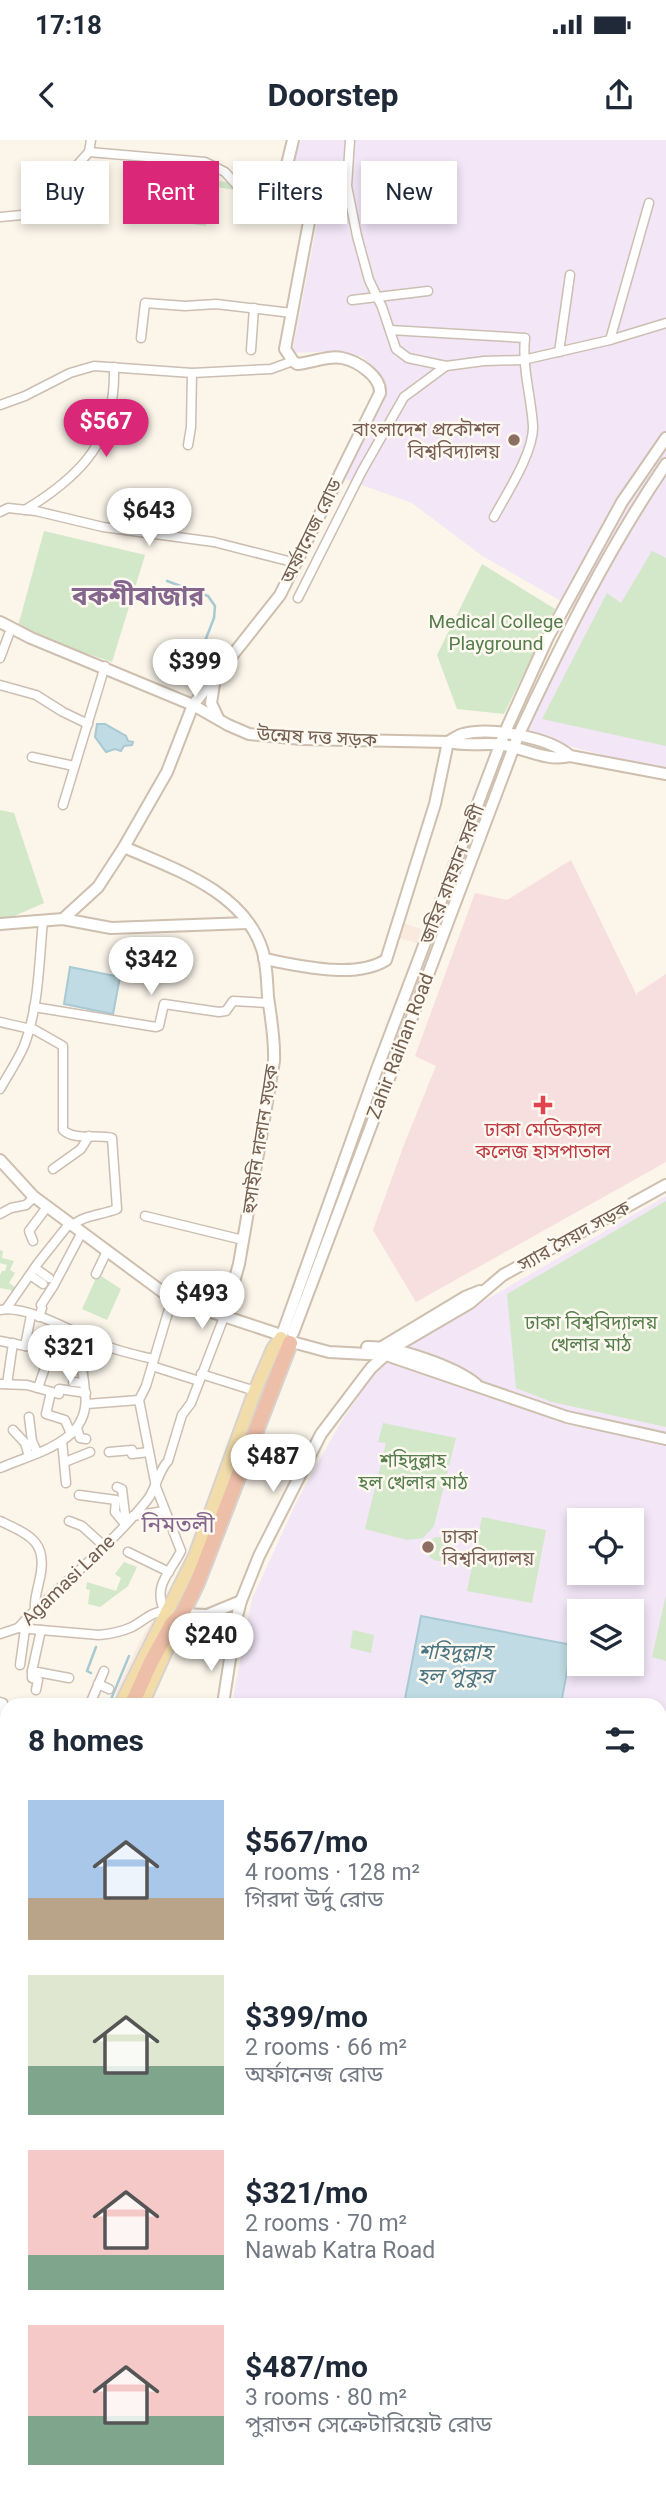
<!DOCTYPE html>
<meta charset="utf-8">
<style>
:root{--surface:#fff;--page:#f6f6f7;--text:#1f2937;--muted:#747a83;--accent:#db2777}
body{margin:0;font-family:Roboto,"Noto Sans Bengali",sans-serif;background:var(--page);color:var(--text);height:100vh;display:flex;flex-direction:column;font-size:26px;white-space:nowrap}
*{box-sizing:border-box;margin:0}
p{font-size:23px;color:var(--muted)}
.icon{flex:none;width:38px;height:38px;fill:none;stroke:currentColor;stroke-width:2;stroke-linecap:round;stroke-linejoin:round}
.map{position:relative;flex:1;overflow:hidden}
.side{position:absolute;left:0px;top:1558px;width:667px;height:800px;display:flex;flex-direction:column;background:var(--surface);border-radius:21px 21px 0 0;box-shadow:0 4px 10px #0003}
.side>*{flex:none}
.guide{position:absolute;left:21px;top:21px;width:625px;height:63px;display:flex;gap:14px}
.fabs{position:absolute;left:567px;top:1368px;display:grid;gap:14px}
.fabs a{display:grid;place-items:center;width:77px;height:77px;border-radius:0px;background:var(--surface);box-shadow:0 4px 10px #0003;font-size:35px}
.price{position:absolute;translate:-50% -60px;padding:0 16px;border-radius:24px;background:#fff;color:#222;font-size:23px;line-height:46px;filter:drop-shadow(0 2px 4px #0008)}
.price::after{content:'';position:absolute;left:50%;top:42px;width:21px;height:16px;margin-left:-10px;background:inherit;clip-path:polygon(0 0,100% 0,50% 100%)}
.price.active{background:var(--accent);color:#fff}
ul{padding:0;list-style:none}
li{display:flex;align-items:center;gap:21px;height:175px;padding:0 28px}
li span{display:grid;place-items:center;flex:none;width:196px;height:140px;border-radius:0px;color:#555}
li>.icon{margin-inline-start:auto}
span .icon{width:84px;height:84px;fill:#fffc;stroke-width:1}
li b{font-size:30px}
h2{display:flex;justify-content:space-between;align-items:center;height:84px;padding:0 28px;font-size:30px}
.tag{padding:0 24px;border-radius:0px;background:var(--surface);box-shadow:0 4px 10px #0003;font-size:24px;line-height:63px}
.tag.active{background:var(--accent);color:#fff}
.status{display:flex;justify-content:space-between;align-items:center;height:49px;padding:0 35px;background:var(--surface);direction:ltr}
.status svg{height:19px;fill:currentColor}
header{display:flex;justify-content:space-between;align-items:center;height:91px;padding:0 28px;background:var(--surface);font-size:32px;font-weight:700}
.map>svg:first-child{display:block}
</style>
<div class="status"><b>17:18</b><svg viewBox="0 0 49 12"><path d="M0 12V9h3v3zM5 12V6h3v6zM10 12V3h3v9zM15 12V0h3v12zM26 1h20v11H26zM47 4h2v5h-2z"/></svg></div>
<header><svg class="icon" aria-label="back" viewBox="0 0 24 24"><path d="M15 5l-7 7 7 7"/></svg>Doorstep<svg class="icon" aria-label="share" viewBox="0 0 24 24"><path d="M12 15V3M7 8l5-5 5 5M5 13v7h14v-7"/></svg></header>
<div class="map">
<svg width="666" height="2357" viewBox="0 0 666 2357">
<rect width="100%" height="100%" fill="#fbf5ea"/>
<g fill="#fae9df">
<polygon points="400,782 421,789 417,803 396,797"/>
<polygon points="154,1477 150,1494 122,1557 115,1554 138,1505"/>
</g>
<g fill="#f2e6f7" fill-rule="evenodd">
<polygon points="301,0 666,0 666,627 619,619 518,593 573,468 481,415 412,363 345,339 381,262 384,241 363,217 337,211 292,213 318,79 284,51"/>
<path d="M666,1056V1783L660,1782V1564H232L252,1459L297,1361L341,1282L385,1218ZM579,1381H632V1433H579ZM579,1472H632V1524H579Z"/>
</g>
<polygon fill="#f7dedf" points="571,720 637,856 637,853 666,834 666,1022 416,1162 373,1090 405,1002 436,926 415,916 475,753 507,760"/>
<g fill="#d3e7c9">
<polygon points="205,39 233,43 236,50 216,47 206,86 191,84 192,72"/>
<polygon points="44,391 145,415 112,522 17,490"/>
<polygon points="652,411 666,418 666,606 542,579 607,453 621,463"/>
<polygon points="482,424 555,469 504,574 457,569 437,515"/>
<polygon points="0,670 14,673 44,763 12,777 0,778"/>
<polygon points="666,1061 666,1287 552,1262 516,1248 507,1154"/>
<polygon points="0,1110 3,1111 2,1118 14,1121 10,1130 15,1133 9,1143 18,1149 12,1156 11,1150 0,1148 0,1135 2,1131 5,1131 7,1125 0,1123"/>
<polygon points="98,1134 121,1149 107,1180 82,1169"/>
<polygon points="74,1198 101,1209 100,1215 91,1214 88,1243 82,1224 66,1216"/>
<polygon points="383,1283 456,1298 434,1386 423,1398 407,1400 365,1389 386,1303 378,1302"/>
<polygon points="482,1377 546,1390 532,1463 467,1451"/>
<circle cx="439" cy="1409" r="12"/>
<polygon points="124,1422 137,1427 128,1446 100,1467 88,1464 90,1450 86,1449 87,1442 116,1451 121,1438 115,1434"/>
<polygon points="666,1455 666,1521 652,1517"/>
<polygon points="353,1490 374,1495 371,1513 350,1508"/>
<polygon points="182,2350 463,2350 462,2357 181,2357"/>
</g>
<g fill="#c0dbe3" stroke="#a7c9d3" stroke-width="2">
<polygon points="97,584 105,584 126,596 128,601 133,602 132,605 124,606 121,611 115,609 106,612 95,597"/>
<polygon points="70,827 120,837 113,874 64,864"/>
<polygon points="421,1476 572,1505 561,1564 404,1564"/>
</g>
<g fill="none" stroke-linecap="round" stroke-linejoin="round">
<g stroke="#a7c9d3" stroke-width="2.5">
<polyline points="167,441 208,456 215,466 214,478"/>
<polyline points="205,501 214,478"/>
<polyline points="91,1533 87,1531 96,1507"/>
<polyline points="109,1564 129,1516"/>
<polyline points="2,1733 7,1735"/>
<polyline points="0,1788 3,1773 1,1773 7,1756"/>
<polyline points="0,1800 7,1802"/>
</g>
<defs>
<g id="street">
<polyline points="350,0 347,46 357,96 369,140 382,167 396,209 408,218 446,226 484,221 523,220 610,200 666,183"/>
<polyline points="89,12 91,0"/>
<polyline points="0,77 33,74 89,12 205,22 225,32 252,62 269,67 281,61"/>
<polyline points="352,160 428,151"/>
<path d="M390,190L525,198C522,229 531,255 533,286C534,312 507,353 494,377"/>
<polyline points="141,198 145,163 185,166 216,164 292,173"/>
<polyline points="610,200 649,63"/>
<polyline points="251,210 254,168"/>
<polyline points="559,212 570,135"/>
<polyline points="0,265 25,256 70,233 94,226 192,233 271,229 293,221"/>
<polyline points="188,305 191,287 192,233"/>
<path d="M25,370C84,334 116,299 114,227"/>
<polyline points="0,372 8,368 36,371 103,387 214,402 296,423"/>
<polyline points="298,458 362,331 404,257 446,226"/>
<polyline points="0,518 9,494"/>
<polyline points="0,545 36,555 63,572 88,584"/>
<polyline points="32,617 74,626"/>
<polyline points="63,665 105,526"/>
<polyline points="34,867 156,887 159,886 164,864 219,872 226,871 233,861 269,863"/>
<path d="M0,882L35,890L63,906V990C75,1001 96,994 112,998L117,1069C102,1075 83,1075 72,1086"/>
<path d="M0,949C8,935 18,920 24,906C39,867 39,822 43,780"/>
<polyline points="53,1029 81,1009 89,996"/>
<polyline points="0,1074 11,1068 26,1065 34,1057"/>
<polyline points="145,1076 243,1100"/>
<polyline points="33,1101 29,1091 47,1067"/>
<polyline points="35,1128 49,1138"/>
<polyline points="96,1134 107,1111"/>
<polyline points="30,1135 43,1144"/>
<polyline points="6,1169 38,1123 69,1084"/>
<path d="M0,1170C27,1164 76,1194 101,1204C118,1211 136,1215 153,1219"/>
<polyline points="39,1177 42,1168 41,1165 54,1145 82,1092"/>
<path d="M0,1201L36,1208L80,1225C84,1233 84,1243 85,1252C92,1302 37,1312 0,1328"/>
<polyline points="25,1206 31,1175"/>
<polyline points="152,1226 199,1241"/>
<polyline points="201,1234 255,1251"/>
<polyline points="73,1242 84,1243"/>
<polyline points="0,1244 27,1245 59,1254 59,1249 86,1253"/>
<polyline points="7,1244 13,1203"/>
<polyline points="38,1248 50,1213"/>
<polyline points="51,1252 46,1274 65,1280 71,1294"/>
<polyline points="87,1264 139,1260"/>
<polyline points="29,1277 32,1301 37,1312"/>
<polyline points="77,1288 80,1298 86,1299"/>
<polyline points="13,1290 25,1303 29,1316"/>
<polyline points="62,1301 66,1343"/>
<polyline points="109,1312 132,1310 132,1314 149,1312"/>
<polyline points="65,1322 90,1312"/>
<polyline points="117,1347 122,1349 126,1383"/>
<polyline points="79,1355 116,1360 115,1372 125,1384"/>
<polyline points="133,1376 164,1371"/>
<path d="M0,1381C32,1396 49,1403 39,1442C37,1452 34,1460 35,1470"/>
<polyline points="69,1381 82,1386 104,1406"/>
<polyline points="128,1412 169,1432"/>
<path d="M164,1470C153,1445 170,1433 181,1411L156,1347L139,1260L146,1246L172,1159"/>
<path d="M18,1488L99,1495C110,1494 121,1492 132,1487C143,1481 154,1470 167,1471"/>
<polyline points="41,1490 32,1531 69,1538"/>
<path d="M0,1494L18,1488L30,1475C70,1438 114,1402 148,1359C156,1348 159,1330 168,1321L182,1275L191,1263L224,1177"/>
<polyline points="20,1525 25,1489"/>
<polyline points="32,1531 32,1538 38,1540 36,1550"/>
<polyline points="98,1544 109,1549"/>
<polyline points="0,1562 3,1563 0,1591"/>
<polyline points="90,1564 104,1531"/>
<polyline points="0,1706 7,1706"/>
<polyline points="0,1755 0,1766"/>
<polyline points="0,1808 7,1809"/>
</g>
<g id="secondary">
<path d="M0,482L31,498L193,565L228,585L249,594L302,599L448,602C467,607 486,602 504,605C527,609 548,622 570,616L666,634"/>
<polyline points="214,544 211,563 218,578"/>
<path d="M448,602C452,600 458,595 463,594C491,587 549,597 570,616"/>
<path d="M124,707C174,729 243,751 262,809C267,824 267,842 268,857C271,879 275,899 274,921L239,1124L224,1177"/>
<path d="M63,779L98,747L124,707L167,632L193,565L280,455L380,253C381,236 357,221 342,218C328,215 311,223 297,224L293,221L285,209L309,82C303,68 286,68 279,57L293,0"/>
<polyline points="0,784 63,779 111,788 248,783"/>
<path d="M264,819C298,825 354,840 386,820L435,664L448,602"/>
<polyline points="0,1020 33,1056 172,1159 281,1195"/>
<polyline points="283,1192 377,929 505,592 548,497 622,362 666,298"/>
<path d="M293,1193L518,596C562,502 608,409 666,324"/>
<polyline points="292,1202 329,1212 386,1215 567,1277 666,1299"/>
<path d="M367,1207C395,1206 454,1226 476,1244"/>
<polyline points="382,1207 465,1157 480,1151"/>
<polyline points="182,1474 207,1475 241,1461"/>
<polyline points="196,1476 215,1487 231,1506"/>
<polyline points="223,1564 236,1480 241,1461 259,1416 321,1294 371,1228 393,1208 470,1163 503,1135 666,1045"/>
<polyline points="0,1838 7,1838"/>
<polyline points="660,2200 666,2202"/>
</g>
<g id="primary">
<polyline points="121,1564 195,1416 255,1251 273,1209 281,1198"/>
<polyline points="142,1564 178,1484"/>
<polyline points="660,1786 666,1787"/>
<polyline points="660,1800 666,1800"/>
<polyline points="0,1973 7,1947"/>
<polyline points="0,2050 7,2023"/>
<polyline points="660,2062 666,2035"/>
<polyline points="660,2128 666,2100"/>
<polyline points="154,2357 155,2350"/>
<polyline points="585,2357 587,2350"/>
<polyline points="601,2357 603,2350"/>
</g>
<g id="highway">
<polyline points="132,1564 151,1522 172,1484 182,1474 197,1443 290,1203"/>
<polyline points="0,1996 7,1970"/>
<polyline points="0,2020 7,1993"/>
</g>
</defs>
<use href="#street" stroke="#ccbeb1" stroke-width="11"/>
<use href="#secondary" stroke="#cebfaf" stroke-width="14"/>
<use href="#primary" stroke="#d8d2ce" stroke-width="16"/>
<use href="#highway" stroke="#d8d2ce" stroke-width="18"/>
<use href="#street" stroke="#fff" stroke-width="8"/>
<use href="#secondary" stroke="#fff" stroke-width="10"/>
<use href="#primary" stroke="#f2ddaa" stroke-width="12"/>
<use href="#highway" stroke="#eebfa8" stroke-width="14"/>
</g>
<g fill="#8d6e63" stroke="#fdf9f0" stroke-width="2.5">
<circle cx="514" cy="300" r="7"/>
<circle cx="428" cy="1407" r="7"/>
</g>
<path fill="#e0444e" stroke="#fdf9f0" stroke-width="2.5" d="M539.5 954.5h7v7h7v7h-7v7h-7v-7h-7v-7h7z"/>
<g text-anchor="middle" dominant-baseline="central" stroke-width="5" stroke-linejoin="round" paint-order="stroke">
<g font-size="19" fill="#785e54" stroke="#fdf9f0" text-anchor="end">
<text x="500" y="289">বাংলাদেশ প্রকৌশল<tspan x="500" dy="22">বিশ্ববিদ্যালয়</tspan></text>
<text x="442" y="1396" text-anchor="start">ঢাকা<tspan x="442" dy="22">বিশ্ববিদ্যালয়</tspan></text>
</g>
<g font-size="19" fill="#735f50" stroke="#fdf9f0">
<text transform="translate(311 391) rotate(-64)">অর্ফানেজ রোড</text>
<text transform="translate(317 597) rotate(3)">উন্মেষ দত্ত সড়ক</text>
<text transform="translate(452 734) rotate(-69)">জহির রায়হান সরণী</text>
<text transform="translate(400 906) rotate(-69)">Zahir Raihan Road</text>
<text transform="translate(260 999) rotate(-81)">হুসাইনি দালান সড়ক</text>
<text transform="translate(574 1096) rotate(-29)">স্যার সৈয়দ সড়ক</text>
<text transform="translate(68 1440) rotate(-44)">Agamasi Lane</text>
</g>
<g font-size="19" fill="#567d4c" stroke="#fdf9f0">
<text x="496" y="481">Medical College<tspan x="496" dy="22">Playground</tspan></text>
<text x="591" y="1182">ঢাকা বিশ্ববিদ্যালয়<tspan x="591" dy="22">খেলার মাঠ</tspan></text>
<text x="413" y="1320">শহিদুল্লাহ<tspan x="413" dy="22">হল খেলার মাঠ</tspan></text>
</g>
<g font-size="19" fill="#be3a42" stroke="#fdf9f0">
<text x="543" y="989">ঢাকা মেডিক্যাল<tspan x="543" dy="22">কলেজ হাসপাতাল</tspan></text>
</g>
<g font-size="21" font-style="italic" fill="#4c7684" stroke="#fdf9f0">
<text x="455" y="1512">শহিদুল্লাহ<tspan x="455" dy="24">হল পুকুর</tspan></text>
</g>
<g font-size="23" fill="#85678e" stroke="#fdf9f0">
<text x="178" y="1384">নিমতলী</text>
</g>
<g font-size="26" font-weight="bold" fill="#85678e" stroke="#fdf9f0">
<text x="138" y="456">বকশীবাজার</text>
</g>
</g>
</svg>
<div class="fabs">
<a><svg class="icon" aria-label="locate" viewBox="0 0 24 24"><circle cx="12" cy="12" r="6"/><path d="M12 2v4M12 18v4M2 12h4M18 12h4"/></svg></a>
<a><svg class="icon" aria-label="layers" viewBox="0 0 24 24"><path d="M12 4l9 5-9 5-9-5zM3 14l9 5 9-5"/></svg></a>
</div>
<b class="price active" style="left:106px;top:319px">$567</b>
<b class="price" style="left:149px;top:408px">$643</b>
<b class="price" style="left:195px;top:559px">$399</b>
<b class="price" style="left:151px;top:857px">$342</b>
<b class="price" style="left:202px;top:1191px">$493</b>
<b class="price" style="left:70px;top:1245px">$321</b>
<b class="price" style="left:273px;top:1354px">$487</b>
<b class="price" style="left:211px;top:1533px">$240</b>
<div class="guide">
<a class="tag">Buy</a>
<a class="tag active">Rent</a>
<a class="tag">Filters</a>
<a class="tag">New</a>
</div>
<section class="side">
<h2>8 homes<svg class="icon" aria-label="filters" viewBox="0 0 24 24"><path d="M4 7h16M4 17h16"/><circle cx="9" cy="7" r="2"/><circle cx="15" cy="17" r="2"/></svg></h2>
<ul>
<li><span style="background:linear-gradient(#a9c7e8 70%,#b9a48a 0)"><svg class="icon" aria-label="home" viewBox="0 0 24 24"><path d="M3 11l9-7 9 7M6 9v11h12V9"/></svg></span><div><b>$567/mo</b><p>4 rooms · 128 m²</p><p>গিরদা উর্দু রোড</p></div></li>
<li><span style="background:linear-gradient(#dfe7d0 65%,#7fa58c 0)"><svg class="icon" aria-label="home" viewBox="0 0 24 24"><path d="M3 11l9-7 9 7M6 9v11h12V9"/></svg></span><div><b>$399/mo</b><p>2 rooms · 66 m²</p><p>অর্ফানেজ রোড</p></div></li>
<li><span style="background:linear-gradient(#f6c9c9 75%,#7fa58c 0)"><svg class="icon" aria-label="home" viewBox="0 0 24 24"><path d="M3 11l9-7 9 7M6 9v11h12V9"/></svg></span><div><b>$321/mo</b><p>2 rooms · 70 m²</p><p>Nawab Katra Road</p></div></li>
<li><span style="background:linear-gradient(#f6c9c9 65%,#7fa58c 0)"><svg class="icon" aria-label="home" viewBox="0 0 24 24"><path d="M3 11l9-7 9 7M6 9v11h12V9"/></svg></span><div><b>$487/mo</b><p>3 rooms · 80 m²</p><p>পুরাতন সেক্রেটারিয়েট রোড</p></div></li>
</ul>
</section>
</div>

◆ ◆ ◆ ◆ ◆ ◆ ◆

Problem to work on: Scan the material above. Copy each line that holds the word "position".

Result of the exercise:
.map{position:relative;flex:1;overflow:hidden}
.side{position:absolute;left:0px;top:1558px;width:667px;height:800px;display:flex;flex-direction:column;background:var(--surface);border-radius:21px 21px 0 0;box-shadow:0 4px 10px #0003}
.guide{position:absolute;left:21px;top:21px;width:625px;height:63px;display:flex;gap:14px}
.fabs{position:absolute;left:567px;top:1368px;display:grid;gap:14px}
.price{position:absolute;translate:-50% -60px;padding:0 16px;border-radius:24px;background:#fff;color:#222;font-size:23px;line-height:46px;filter:drop-shadow(0 2px 4px #0008)}
.price::after{content:'';position:absolute;left:50%;top:42px;width:21px;height:16px;margin-left:-10px;background:inherit;clip-path:polygon(0 0,100% 0,50% 100%)}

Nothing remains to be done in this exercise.